Information given:

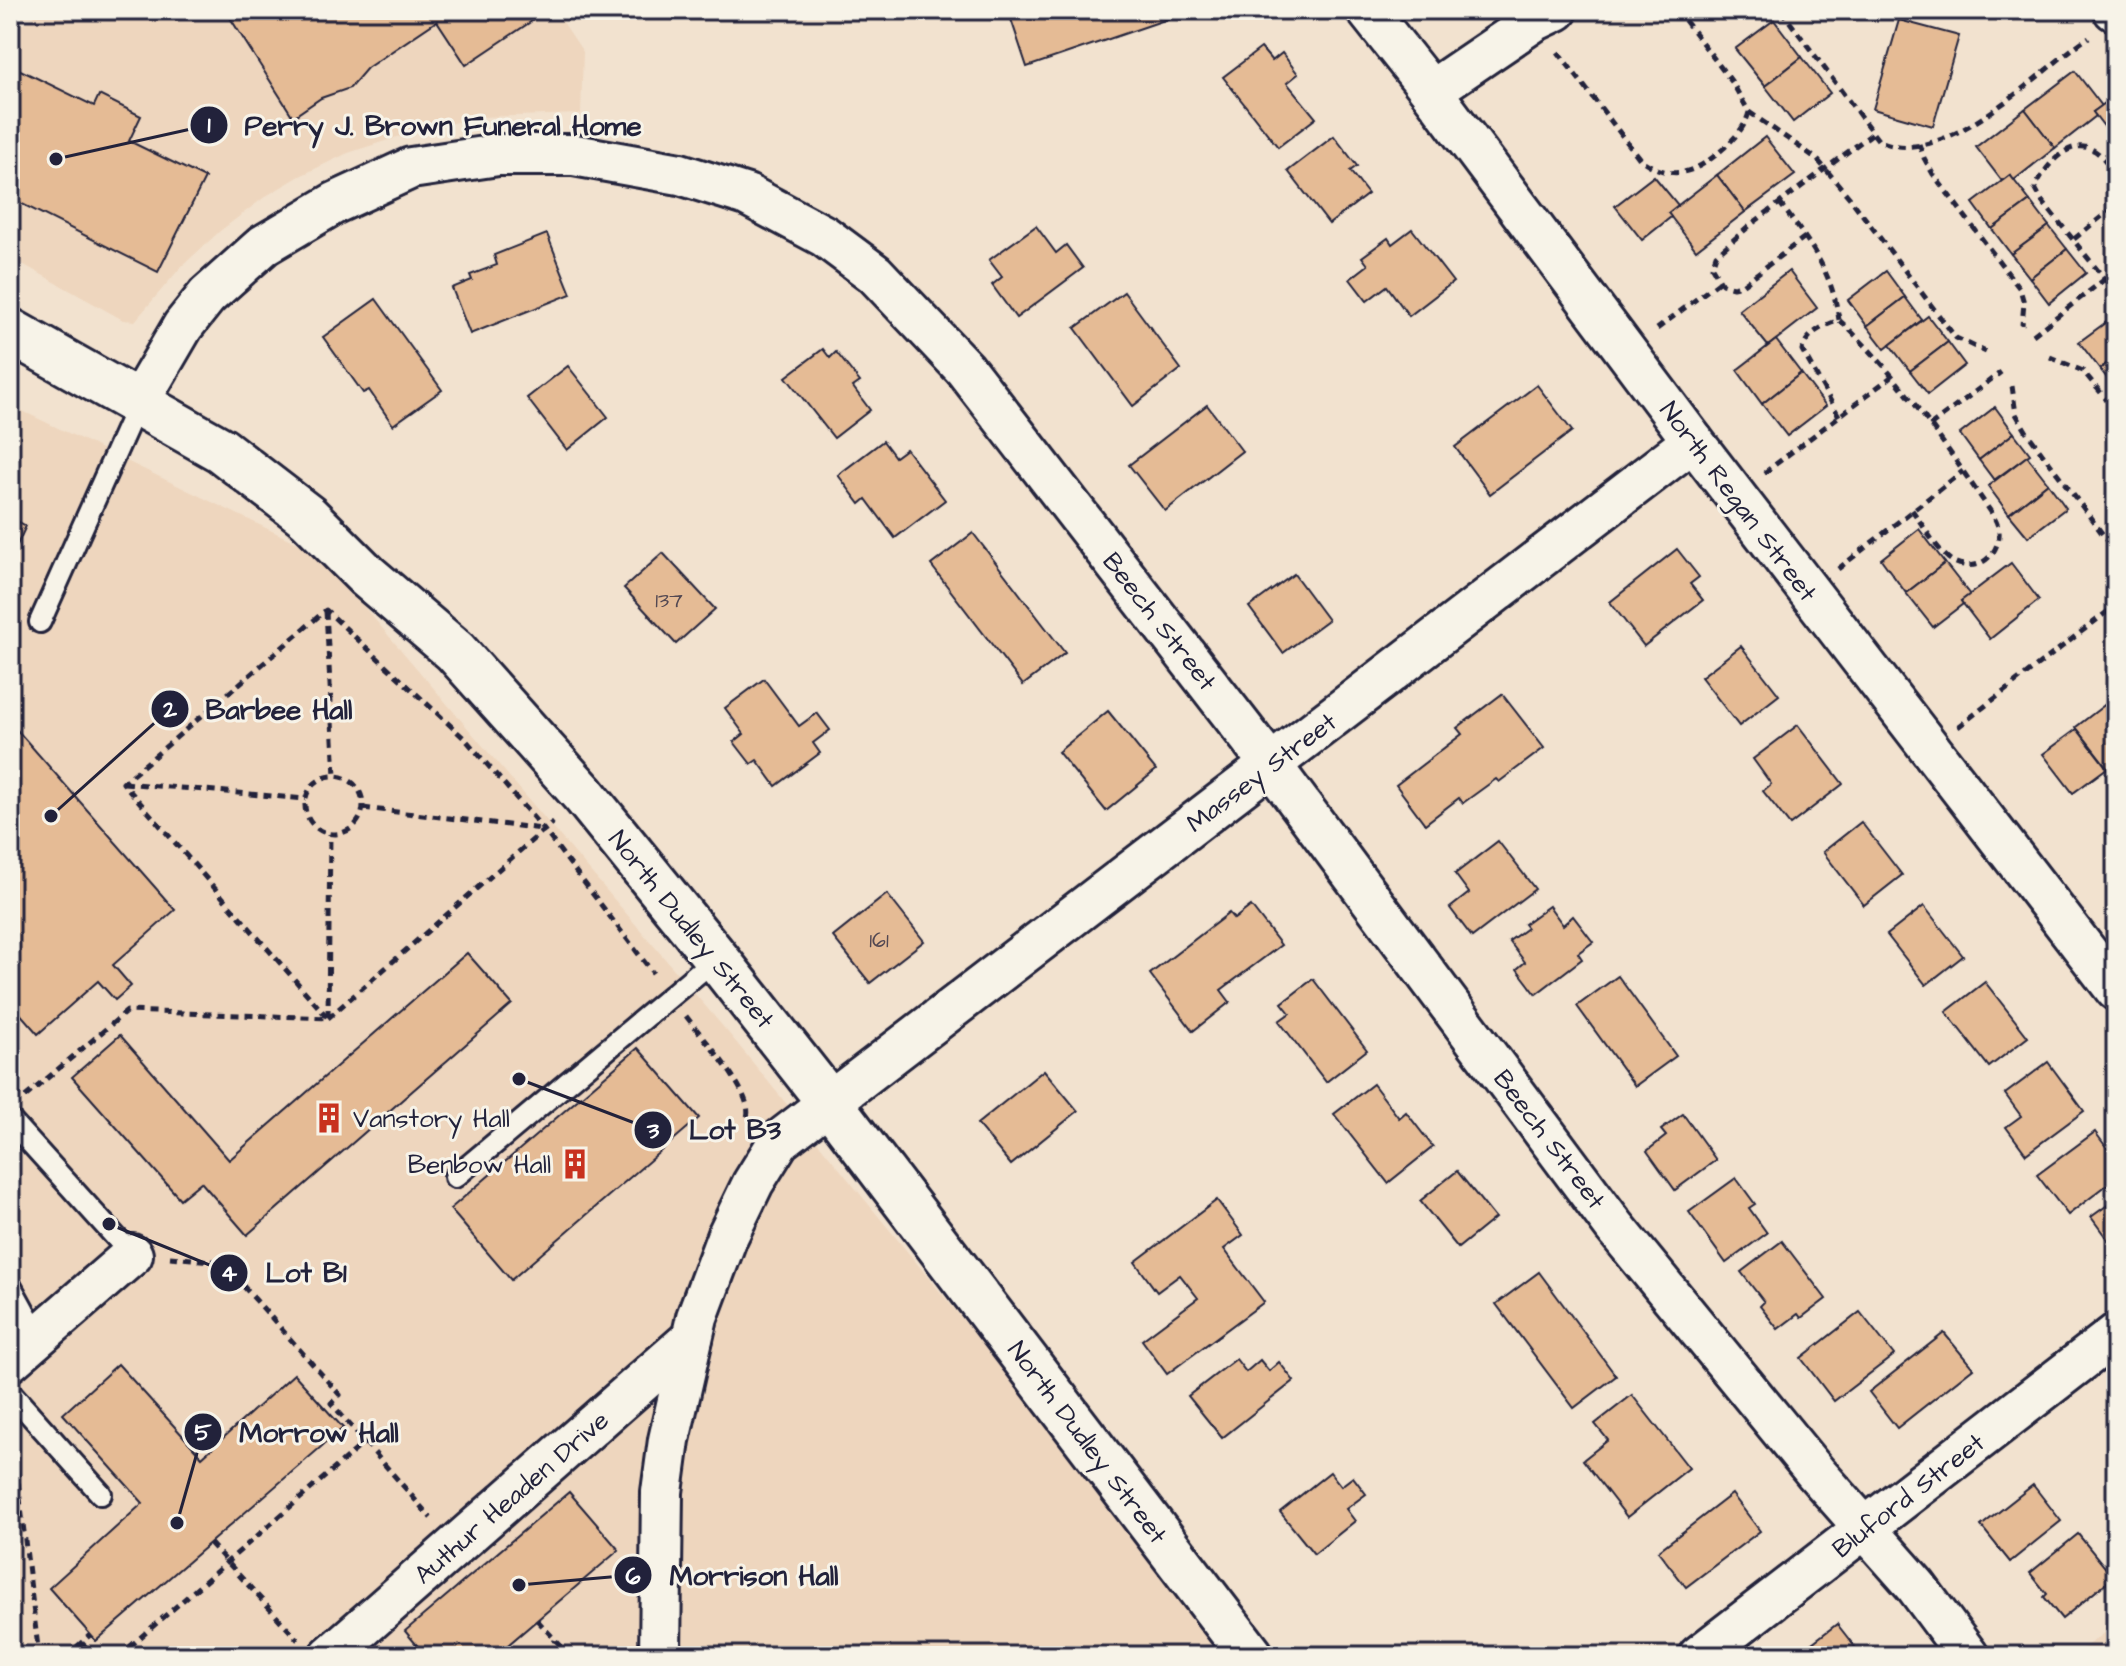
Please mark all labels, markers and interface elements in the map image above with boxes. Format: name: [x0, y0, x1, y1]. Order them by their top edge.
callout: Perry J. Brown Funeral Home: [189, 99, 658, 151]
text: Perry J. Brown Funeral Home: [244, 107, 642, 149]
text: 1: [207, 109, 211, 143]
street label: North Regan Street: [1649, 394, 1826, 611]
street label: Beech Street: [1094, 545, 1225, 699]
house number: 137: [655, 585, 683, 616]
callout: Barbee Hall: [150, 683, 369, 735]
text: Barbee Hall: [206, 691, 352, 730]
text: 2: [162, 693, 177, 727]
street label: Massey Street: [1179, 704, 1346, 843]
street label: North Dudley Street: [598, 823, 783, 1038]
house number: 161: [869, 925, 889, 956]
street label: Beech Street: [1485, 1062, 1614, 1217]
building icon: Vanstory Hall: [312, 1101, 346, 1135]
place label: Vanstory Hall: [353, 1101, 510, 1139]
callout: Lot B3: [633, 1104, 797, 1156]
text: Lot B3: [689, 1111, 782, 1150]
text: 3: [646, 1114, 660, 1148]
place label: Benbow Hall: [408, 1147, 551, 1183]
building icon: Benbow Hall: [558, 1147, 592, 1181]
callout: Lot B1: [209, 1247, 362, 1299]
text: Lot B1: [265, 1254, 347, 1293]
text: 4: [221, 1257, 238, 1291]
street label: North Dudley Street: [997, 1334, 1176, 1553]
street label: Authur Headen Drive: [406, 1403, 617, 1593]
callout: Morrow Hall: [183, 1406, 415, 1458]
text: Morrow Hall: [239, 1414, 399, 1453]
text: 5: [195, 1416, 213, 1450]
street label: Bluford Street: [1825, 1425, 1993, 1567]
callout: Morrison Hall: [613, 1549, 854, 1601]
text: Morrison Hall: [669, 1557, 839, 1596]
text: 6: [625, 1560, 641, 1594]

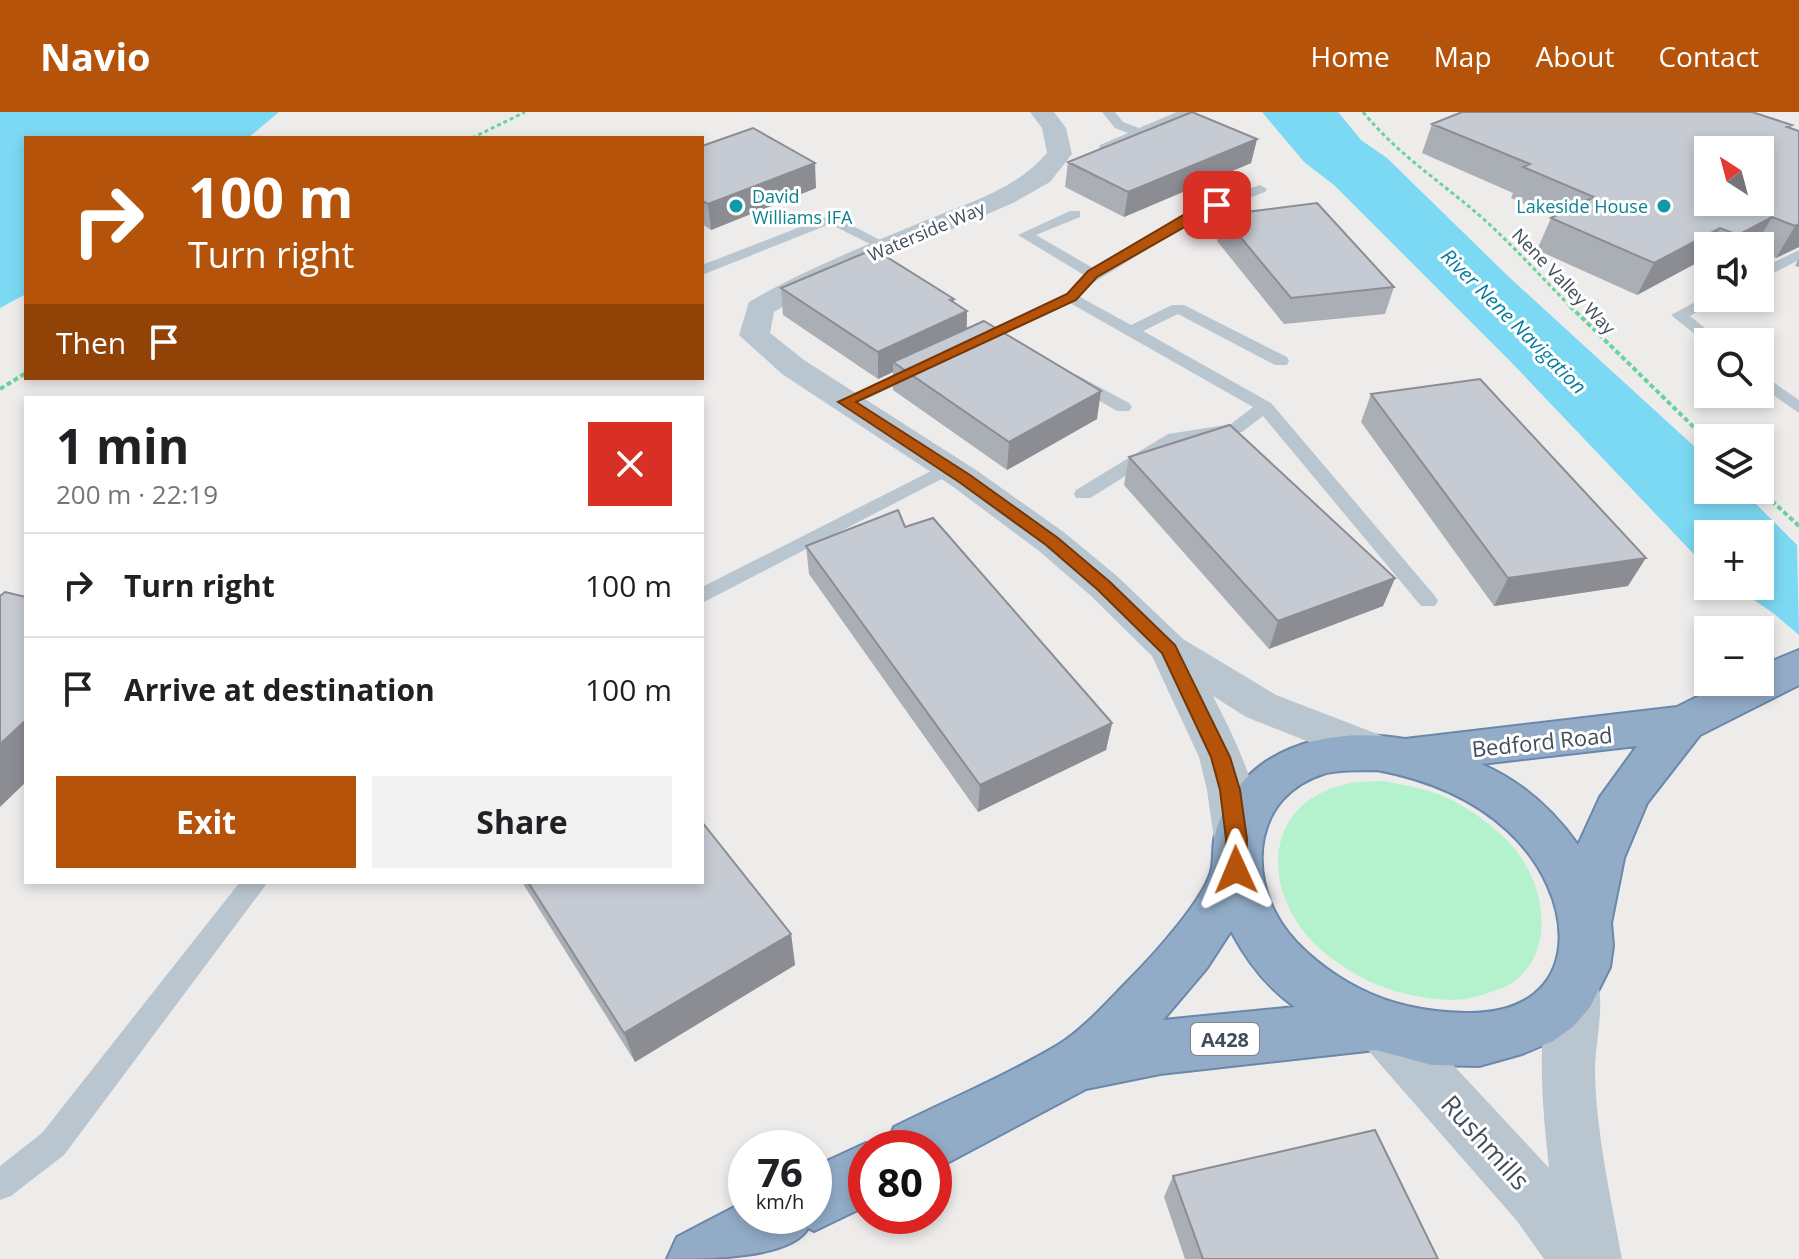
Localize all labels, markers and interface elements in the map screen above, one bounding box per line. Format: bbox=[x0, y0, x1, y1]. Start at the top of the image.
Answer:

Directions for this task: Please set down the records above verbatim, with each picture left out.

Result of this task:
Please mark all labels, markers and interface elements in the map image above with boxes. Format: name: [x0, y0, x1, y1]. Order them by their top edge.
callout: Perry J. Brown Funeral Home: [189, 99, 658, 151]
text: Perry J. Brown Funeral Home: [244, 107, 642, 149]
text: 1: [207, 109, 211, 143]
street label: North Regan Street: [1649, 394, 1826, 611]
street label: Beech Street: [1094, 545, 1225, 699]
house number: 137: [655, 585, 683, 616]
callout: Barbee Hall: [150, 683, 369, 735]
text: Barbee Hall: [206, 691, 352, 730]
text: 2: [162, 693, 177, 727]
street label: Massey Street: [1179, 704, 1346, 843]
street label: North Dudley Street: [598, 823, 783, 1038]
house number: 161: [869, 925, 889, 956]
street label: Beech Street: [1485, 1062, 1614, 1217]
building icon: Vanstory Hall: [312, 1101, 346, 1135]
place label: Vanstory Hall: [353, 1101, 510, 1139]
callout: Lot B3: [633, 1104, 797, 1156]
text: Lot B3: [689, 1111, 782, 1150]
text: 3: [646, 1114, 660, 1148]
place label: Benbow Hall: [408, 1147, 551, 1183]
building icon: Benbow Hall: [558, 1147, 592, 1181]
callout: Lot B1: [209, 1247, 362, 1299]
text: Lot B1: [265, 1254, 347, 1293]
text: 4: [221, 1257, 238, 1291]
street label: North Dudley Street: [997, 1334, 1176, 1553]
street label: Authur Headen Drive: [406, 1403, 617, 1593]
callout: Morrow Hall: [183, 1406, 415, 1458]
text: Morrow Hall: [239, 1414, 399, 1453]
text: 5: [195, 1416, 213, 1450]
street label: Bluford Street: [1825, 1425, 1993, 1567]
callout: Morrison Hall: [613, 1549, 854, 1601]
text: Morrison Hall: [669, 1557, 839, 1596]
text: 6: [625, 1560, 641, 1594]

Localize all labels, markers and interface elements in the map screen above, one bounding box per line. Format: bbox=[x0, y0, x1, y1]. Start at the top of the image.
Answer:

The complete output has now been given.